DES INTELLECTUELS RÉCLAMENT LA RÉHABILITATION D’OMAR BLONDIN DIOP
Dakar, 10 mai (APS) - Plusieurs intellectuels ont fait part vendredi de leur volonté de faire disparaitre les zones d’ombre sur la mort en prison, le 11 mai 1973, de l'opposant Omar Blondin Diop, souhaitant que "le jeune Diop soit réhabilité pour sacrifices consentis pour la naissance d’un Sénégal libre".
Opposant à la politique "pro-occidentale" et "anti-populaire" du pouvoir de Léopold Sédar Senghor, Omar Blondin Diop est mort dans sa cellule, à la prison centrale de Gorée où il avait été interné, depuis sa condamnation, à trois ans de réclusion, pour "atteinte à la sûreté de l'Etat", par un tribunal spécial, le 23 mars 1972.
Le 14 mai 1973, le quotidien gouvernemental Le Soleil, reprenant le communiqué de l'administration pénitentiaire, écrit : ‘’La commission de surveillance des prisons (…) a constaté que le détenu Oumar Blondin Diop s’était donné la mort par pendaison dans sa chambre, aux environs de deux heures du matin’’. ‘’Ce n’est pas exactement la vérité. Blondin Diop ne s’est jamais suicidé. Nous croyons fortement à la thèse de l’assassinat.
Toute mort en détention doit être considérée comme un crime jusqu’à la preuve du contraire’’, a dit Dr Dialo Diop, intellectuel, leader politique et frère du défunt Omar Blondin Diop. Il s’exprimait au cours d’un forum de témoignages sur "Omar Blondin Diop : 40 ans après".
Cette rencontre organisée à l’Université Cheikh Anta Diop de Dakar à la veille de la disparition de Blondin Diop a réuni plusieurs intellectuels, des députés et des membres du gouvernement. ‘’Il y avait un rapport d’autopsie qui a cautionné la thèse du suicide, mais il y avait surtout un contre-rapport d’autopsie fait par le père de Blondin Diop qui était médecin pour démonter le certificat (de genre) de mort par suicide.
Le moment est venu pour dire la vérité aux Sénégalais’’, a insisté Dialo Diop. ‘’Il faut que la vérité se rétablisse au nom de la lutte contre l'impunité. Blondin Diop a été victime de l’opacité d’un système.
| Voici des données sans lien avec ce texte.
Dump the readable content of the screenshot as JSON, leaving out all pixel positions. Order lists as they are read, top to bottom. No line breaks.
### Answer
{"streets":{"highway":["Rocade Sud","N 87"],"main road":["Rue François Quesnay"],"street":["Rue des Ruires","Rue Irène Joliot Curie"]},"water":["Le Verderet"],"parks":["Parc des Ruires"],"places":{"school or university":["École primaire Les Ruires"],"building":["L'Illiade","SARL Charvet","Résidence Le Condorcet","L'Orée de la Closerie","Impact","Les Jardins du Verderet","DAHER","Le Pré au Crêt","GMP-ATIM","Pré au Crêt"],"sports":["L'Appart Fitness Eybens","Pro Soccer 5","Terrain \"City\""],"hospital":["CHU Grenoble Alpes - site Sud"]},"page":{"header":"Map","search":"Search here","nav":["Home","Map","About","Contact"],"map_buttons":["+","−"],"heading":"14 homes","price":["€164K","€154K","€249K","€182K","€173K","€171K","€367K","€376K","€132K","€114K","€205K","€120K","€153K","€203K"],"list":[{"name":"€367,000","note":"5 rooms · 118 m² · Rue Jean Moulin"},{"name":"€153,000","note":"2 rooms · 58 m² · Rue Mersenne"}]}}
Cette une figure intellectuelle et politique qui mérite d’être réhabilitée’’, a dit, pour sa part, le professeur Bouba Diop, enseignant à l’UCAD.
Le ministre d'Etat Amath Dansokho va plus loin. ‘’C’est tellement clair comme de l’eau de roche dans ma tête : Omar Blondin Diop a été assassiné. Il a été tué parce que les autorités de l’époque étaient convaincues que par son intelligence il pouvait fait partir le système’’.
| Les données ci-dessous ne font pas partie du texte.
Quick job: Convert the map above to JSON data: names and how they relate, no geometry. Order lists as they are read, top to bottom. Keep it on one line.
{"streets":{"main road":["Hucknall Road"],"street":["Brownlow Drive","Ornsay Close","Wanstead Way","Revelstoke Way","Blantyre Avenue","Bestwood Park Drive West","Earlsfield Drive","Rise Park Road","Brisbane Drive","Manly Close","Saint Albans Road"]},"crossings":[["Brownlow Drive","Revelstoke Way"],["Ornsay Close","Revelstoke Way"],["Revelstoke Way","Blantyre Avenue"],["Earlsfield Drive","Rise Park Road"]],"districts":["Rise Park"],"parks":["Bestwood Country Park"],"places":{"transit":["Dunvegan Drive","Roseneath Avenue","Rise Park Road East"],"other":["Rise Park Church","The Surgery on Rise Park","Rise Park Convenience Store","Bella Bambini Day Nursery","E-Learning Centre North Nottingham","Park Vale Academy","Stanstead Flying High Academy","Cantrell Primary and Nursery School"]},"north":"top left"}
M. Dansokho, un leader de la gauche sénégalaise, a plaidé pour la réhabilitation du défunt intellectuel. ‘’Un devoir de mémoire s’impose. Il faut une initiative allant dans le sens d’une reconnaissance nationale. Des établissements, des rues et pourquoi pas des universités, doivent porter le nom d’Omar Blondin Diop’’, a-t-il estimé.
Des proches et anciens compagnons d'Omar Blondin Diop, comme Alioune Sall Paloma, Hamidou Magassa du Mali, Boubacar Diallo, Dialo Diop, le journaliste Mame Less Camara, entre autres, ont apporté des témoignages pour passer en revue "la courte, mais riche vie de Blondin Diop", décédé à l'âge de 26 ans.